Count the number of elements in a foldable structure

Find the maximum element in a foldable structure using the default ordering from Witchcraft.Ord

Find the maximum element in a foldable structure using a custom comparitor

Check if a foldable structure contains a particular element

Find the minimum element in a foldable structure using the default ordering from Witchcraft.Ord

Find the maximum element in a foldable structure using a custom comparitor

Test whether the structure is empty. The default implementation is optimized for structures that are similar to lists, because there is no general way to do better

Product of all numbers in a foldable

Get a random element from a foldable structure

The same as right_fold/3, but uses the first element as the seed

Right-associative fold over a structure to alter the structure and/or reduce it to a single summary value.

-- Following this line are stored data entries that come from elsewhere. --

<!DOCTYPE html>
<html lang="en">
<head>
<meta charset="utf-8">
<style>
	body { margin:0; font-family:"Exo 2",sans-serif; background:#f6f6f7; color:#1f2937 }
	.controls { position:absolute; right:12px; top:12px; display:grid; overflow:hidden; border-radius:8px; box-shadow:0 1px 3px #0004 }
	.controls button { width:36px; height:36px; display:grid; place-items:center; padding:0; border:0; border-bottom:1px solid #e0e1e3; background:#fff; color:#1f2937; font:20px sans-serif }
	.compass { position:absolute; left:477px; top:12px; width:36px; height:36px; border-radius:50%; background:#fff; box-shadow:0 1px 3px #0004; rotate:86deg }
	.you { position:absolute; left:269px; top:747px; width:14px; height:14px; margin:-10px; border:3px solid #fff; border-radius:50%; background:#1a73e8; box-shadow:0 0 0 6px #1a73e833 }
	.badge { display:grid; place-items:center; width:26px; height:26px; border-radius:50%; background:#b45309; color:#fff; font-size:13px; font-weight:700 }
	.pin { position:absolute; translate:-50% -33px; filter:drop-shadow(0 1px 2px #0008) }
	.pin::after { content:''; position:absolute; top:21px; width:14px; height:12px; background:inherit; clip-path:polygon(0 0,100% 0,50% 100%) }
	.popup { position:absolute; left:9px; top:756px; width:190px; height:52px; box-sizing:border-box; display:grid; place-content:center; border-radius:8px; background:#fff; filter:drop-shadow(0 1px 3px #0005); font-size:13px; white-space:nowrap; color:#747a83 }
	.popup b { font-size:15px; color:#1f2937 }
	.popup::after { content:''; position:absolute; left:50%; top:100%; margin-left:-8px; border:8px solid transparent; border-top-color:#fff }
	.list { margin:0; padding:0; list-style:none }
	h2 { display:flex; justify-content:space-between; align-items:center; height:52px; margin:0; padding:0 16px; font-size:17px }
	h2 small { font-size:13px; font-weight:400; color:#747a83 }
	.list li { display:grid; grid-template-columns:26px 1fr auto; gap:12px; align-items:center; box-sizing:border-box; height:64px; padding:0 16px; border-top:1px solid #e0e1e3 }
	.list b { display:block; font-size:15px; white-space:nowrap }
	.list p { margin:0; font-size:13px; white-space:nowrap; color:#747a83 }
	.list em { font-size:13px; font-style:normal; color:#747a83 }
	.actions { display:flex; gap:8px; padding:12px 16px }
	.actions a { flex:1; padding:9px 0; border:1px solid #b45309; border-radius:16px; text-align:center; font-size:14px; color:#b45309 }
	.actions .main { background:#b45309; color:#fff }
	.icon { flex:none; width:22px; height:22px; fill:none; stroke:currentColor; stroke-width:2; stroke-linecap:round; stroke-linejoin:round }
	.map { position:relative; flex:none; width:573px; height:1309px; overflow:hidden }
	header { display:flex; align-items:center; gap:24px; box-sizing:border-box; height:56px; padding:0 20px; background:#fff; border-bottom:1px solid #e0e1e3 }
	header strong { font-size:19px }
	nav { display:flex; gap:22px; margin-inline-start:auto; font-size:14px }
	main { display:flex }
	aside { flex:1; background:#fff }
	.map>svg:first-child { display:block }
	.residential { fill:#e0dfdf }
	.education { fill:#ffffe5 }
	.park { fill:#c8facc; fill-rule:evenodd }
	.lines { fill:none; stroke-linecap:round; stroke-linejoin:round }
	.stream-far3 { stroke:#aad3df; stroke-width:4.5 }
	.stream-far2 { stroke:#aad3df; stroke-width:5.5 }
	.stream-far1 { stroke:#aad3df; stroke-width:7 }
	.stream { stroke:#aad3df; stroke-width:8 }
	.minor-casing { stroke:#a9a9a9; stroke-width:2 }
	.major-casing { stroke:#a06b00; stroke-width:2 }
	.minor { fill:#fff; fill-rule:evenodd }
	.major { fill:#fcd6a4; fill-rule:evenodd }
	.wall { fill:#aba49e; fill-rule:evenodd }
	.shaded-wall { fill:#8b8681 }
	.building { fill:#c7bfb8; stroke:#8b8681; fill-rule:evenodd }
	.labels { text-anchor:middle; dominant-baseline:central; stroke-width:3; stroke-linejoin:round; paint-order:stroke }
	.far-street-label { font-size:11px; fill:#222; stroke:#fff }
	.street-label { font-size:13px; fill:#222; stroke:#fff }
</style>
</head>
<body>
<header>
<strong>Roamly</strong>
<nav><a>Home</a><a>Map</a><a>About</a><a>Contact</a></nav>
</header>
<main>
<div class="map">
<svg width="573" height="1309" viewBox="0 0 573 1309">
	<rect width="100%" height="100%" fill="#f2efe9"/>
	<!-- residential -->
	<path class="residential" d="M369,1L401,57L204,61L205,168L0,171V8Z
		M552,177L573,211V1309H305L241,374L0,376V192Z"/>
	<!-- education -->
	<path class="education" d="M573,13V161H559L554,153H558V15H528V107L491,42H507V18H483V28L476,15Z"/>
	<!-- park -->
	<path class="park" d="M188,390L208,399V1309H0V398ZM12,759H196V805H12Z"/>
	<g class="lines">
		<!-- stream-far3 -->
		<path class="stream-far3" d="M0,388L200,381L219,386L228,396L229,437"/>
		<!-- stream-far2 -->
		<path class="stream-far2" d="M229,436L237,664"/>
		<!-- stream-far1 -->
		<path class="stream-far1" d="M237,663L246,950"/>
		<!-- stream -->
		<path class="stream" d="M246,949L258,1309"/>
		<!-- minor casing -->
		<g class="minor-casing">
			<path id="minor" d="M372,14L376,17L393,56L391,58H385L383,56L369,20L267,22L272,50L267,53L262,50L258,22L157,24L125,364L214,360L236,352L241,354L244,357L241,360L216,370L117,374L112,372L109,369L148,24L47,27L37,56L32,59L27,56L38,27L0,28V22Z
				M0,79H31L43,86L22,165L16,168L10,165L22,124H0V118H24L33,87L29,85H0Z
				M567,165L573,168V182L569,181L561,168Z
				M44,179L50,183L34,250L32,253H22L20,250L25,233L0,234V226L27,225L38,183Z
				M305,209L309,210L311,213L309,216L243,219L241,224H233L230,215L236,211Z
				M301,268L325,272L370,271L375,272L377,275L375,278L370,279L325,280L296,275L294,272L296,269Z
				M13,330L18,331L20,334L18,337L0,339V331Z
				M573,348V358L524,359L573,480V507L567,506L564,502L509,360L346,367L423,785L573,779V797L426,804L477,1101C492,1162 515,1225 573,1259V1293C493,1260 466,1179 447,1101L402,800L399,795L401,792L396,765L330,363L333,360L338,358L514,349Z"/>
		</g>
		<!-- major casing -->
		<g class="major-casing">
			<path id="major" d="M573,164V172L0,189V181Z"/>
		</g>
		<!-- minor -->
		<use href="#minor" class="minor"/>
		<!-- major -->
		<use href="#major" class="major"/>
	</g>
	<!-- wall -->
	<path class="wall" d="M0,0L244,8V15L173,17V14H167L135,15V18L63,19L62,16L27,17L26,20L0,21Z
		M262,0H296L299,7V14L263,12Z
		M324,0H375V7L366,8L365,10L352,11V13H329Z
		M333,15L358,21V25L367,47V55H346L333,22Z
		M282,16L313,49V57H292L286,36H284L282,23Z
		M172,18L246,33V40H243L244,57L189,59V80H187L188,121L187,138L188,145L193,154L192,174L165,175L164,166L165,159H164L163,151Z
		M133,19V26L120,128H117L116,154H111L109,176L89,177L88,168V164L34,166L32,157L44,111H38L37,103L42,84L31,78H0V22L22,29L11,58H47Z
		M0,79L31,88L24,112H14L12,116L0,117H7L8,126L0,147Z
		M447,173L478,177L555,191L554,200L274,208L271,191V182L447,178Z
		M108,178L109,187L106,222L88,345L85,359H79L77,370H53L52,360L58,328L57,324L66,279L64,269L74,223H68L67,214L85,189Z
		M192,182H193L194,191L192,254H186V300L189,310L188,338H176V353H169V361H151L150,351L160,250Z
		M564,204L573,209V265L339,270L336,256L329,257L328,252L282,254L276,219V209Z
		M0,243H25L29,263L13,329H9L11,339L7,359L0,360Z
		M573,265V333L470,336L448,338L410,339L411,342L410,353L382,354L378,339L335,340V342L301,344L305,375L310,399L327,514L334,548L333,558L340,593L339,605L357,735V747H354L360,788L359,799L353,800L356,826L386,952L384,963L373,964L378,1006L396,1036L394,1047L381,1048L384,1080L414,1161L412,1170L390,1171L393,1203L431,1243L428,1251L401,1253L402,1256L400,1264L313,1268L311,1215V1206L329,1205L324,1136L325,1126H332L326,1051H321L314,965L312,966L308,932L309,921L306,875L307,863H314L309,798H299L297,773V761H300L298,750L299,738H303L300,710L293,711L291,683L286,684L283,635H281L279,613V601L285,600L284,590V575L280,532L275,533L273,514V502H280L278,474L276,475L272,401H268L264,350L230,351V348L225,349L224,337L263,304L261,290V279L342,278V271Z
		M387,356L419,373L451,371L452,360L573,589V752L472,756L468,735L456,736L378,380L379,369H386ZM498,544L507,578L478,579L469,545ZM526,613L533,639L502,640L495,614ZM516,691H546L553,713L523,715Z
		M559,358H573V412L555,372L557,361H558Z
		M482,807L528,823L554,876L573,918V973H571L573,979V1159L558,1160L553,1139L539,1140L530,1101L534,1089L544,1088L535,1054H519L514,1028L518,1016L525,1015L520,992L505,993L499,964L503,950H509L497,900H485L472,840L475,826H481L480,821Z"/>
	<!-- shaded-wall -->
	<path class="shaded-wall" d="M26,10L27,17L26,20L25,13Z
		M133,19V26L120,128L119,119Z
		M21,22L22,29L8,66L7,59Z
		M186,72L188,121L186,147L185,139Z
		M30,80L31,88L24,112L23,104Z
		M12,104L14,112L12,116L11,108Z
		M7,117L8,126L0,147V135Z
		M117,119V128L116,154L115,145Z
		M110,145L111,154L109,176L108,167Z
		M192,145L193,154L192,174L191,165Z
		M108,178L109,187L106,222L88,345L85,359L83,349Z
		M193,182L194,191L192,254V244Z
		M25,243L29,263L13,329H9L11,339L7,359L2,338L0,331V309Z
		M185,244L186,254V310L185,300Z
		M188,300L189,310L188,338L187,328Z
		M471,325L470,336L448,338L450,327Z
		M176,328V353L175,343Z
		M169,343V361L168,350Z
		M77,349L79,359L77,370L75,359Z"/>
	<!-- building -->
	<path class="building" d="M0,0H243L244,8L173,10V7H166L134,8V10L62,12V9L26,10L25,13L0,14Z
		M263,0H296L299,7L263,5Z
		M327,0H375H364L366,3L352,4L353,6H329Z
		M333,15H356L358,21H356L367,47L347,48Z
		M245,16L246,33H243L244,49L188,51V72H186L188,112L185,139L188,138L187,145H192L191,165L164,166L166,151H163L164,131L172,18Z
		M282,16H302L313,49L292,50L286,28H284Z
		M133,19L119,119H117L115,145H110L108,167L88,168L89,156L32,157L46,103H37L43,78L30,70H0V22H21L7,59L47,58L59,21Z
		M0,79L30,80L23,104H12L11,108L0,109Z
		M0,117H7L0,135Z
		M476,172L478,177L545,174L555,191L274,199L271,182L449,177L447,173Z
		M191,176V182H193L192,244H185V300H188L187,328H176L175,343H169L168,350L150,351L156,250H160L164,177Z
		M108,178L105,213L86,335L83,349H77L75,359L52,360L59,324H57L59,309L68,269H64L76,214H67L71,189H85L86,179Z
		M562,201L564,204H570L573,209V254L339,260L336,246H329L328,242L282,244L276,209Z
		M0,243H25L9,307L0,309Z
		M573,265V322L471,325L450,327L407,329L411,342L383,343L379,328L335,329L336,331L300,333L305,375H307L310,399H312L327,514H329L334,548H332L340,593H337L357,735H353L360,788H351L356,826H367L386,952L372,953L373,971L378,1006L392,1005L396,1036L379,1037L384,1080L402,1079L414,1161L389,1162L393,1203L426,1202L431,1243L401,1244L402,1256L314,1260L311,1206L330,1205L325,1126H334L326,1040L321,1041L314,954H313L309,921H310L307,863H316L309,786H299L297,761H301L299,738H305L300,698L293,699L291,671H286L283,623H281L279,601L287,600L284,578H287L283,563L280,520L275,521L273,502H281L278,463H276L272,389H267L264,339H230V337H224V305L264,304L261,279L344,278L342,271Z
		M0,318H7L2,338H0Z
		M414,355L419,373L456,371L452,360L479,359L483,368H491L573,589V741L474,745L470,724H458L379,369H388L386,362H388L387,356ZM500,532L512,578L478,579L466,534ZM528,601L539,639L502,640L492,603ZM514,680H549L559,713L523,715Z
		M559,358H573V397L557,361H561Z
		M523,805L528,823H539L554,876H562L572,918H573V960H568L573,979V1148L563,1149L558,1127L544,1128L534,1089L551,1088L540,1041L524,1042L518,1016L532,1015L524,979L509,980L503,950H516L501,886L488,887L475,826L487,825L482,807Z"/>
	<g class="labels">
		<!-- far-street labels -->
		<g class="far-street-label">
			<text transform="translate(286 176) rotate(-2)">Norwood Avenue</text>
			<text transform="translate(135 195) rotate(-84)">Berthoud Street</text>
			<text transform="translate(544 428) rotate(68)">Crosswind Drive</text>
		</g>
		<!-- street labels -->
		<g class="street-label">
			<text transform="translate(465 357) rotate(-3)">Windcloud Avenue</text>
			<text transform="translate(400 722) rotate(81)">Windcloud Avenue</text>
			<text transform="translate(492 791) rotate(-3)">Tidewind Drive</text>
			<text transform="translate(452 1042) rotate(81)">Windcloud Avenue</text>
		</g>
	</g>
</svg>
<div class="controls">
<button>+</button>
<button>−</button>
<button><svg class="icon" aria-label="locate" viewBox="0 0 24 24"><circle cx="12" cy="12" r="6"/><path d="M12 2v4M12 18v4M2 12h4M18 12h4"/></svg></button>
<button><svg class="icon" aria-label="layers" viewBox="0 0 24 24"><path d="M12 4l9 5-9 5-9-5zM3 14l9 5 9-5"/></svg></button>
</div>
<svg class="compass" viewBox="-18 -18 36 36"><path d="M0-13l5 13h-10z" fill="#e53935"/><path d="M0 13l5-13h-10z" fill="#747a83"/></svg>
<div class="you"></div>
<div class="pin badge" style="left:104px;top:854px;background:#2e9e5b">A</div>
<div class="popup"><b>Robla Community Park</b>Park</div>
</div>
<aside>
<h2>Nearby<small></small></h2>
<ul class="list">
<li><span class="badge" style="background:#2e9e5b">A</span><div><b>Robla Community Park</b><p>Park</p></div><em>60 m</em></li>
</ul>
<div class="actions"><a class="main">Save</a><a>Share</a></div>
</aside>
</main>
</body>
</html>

The right-association makes it possible to cease computation on infinite streams of data

Sum all numbers in a foldable

Run each action from left to right, discarding all values

The same as then_traverse, but with the arguments flipped

traverse actions over data, but ignore the results

Turn any Foldable into a List

Link to this section Types

Link to this section Functions

Link to this function all?(foldable_bools) View Source
all?(Witchcraft.Foldable.t) :: boolean

Check if a foldable is full of only trues

Examples

iex> all?([true, true, false])
false

iex> all?({true, true, false})
false

%BinaryTree{
  left:  true,
  right: %BinaryTree{
    left:  true,
    right: false
  }
} |> all?()
#=> false
Link to this function all?(foldable, predicate) View Source
all?(Witchcraft.Foldable.t, (any -> boolean)) :: boolean

The same as all?/1, but with a custom predicate matcher

Examples

iex> import Integer
...> all?([1, 2, 3], &is_odd/1)
false

%BinaryTree{
  left:  1,
  right: %BinaryTree{
    left:  2,
    right: 3
  }
}
|> all?(&Integer.is_odd?/1)
#=> false
Link to this function any?(foldable_bools) View Source
any?(Witchcraft.Foldable.t) :: boolean

Check if a foldable contains any trues

Examples

iex> any? [true, true, false]
true

%BinaryTree{
  left:  true,
  right: %BinaryTree{
    left:  true,
    right: false
  }
} |> any?()
#=> true

Not that the Tuple instance behaves somewhat conterintuitively

iex> any? {true, true, false}
false

iex> any? {true, false, true}
true
Link to this function any?(foldable, predicate) View Source
any?(Witchcraft.Foldable.t, (any -> boolean)) :: boolean

The same as all?/1, but with a custom predicate matcher

Examples

iex> require Integer
...> any?([1, 2, 3], &Integer.is_odd/1)
true

%BinaryTree{
  left:  1,
  right: %BinaryTree{
    left:  2,
    right: 3
  }
}
|> any(&Integer.is_odd?/1)
#=> true

Check if a foldable data structure is empty

Examples

iex> empty?("")
true

iex> empty?("hi")
false

iex> empty?(%{})
true
Link to this function flat_map(foldable, mapper) View Source
flat_map(Witchcraft.Foldable.t, (any -> [any])) :: [any]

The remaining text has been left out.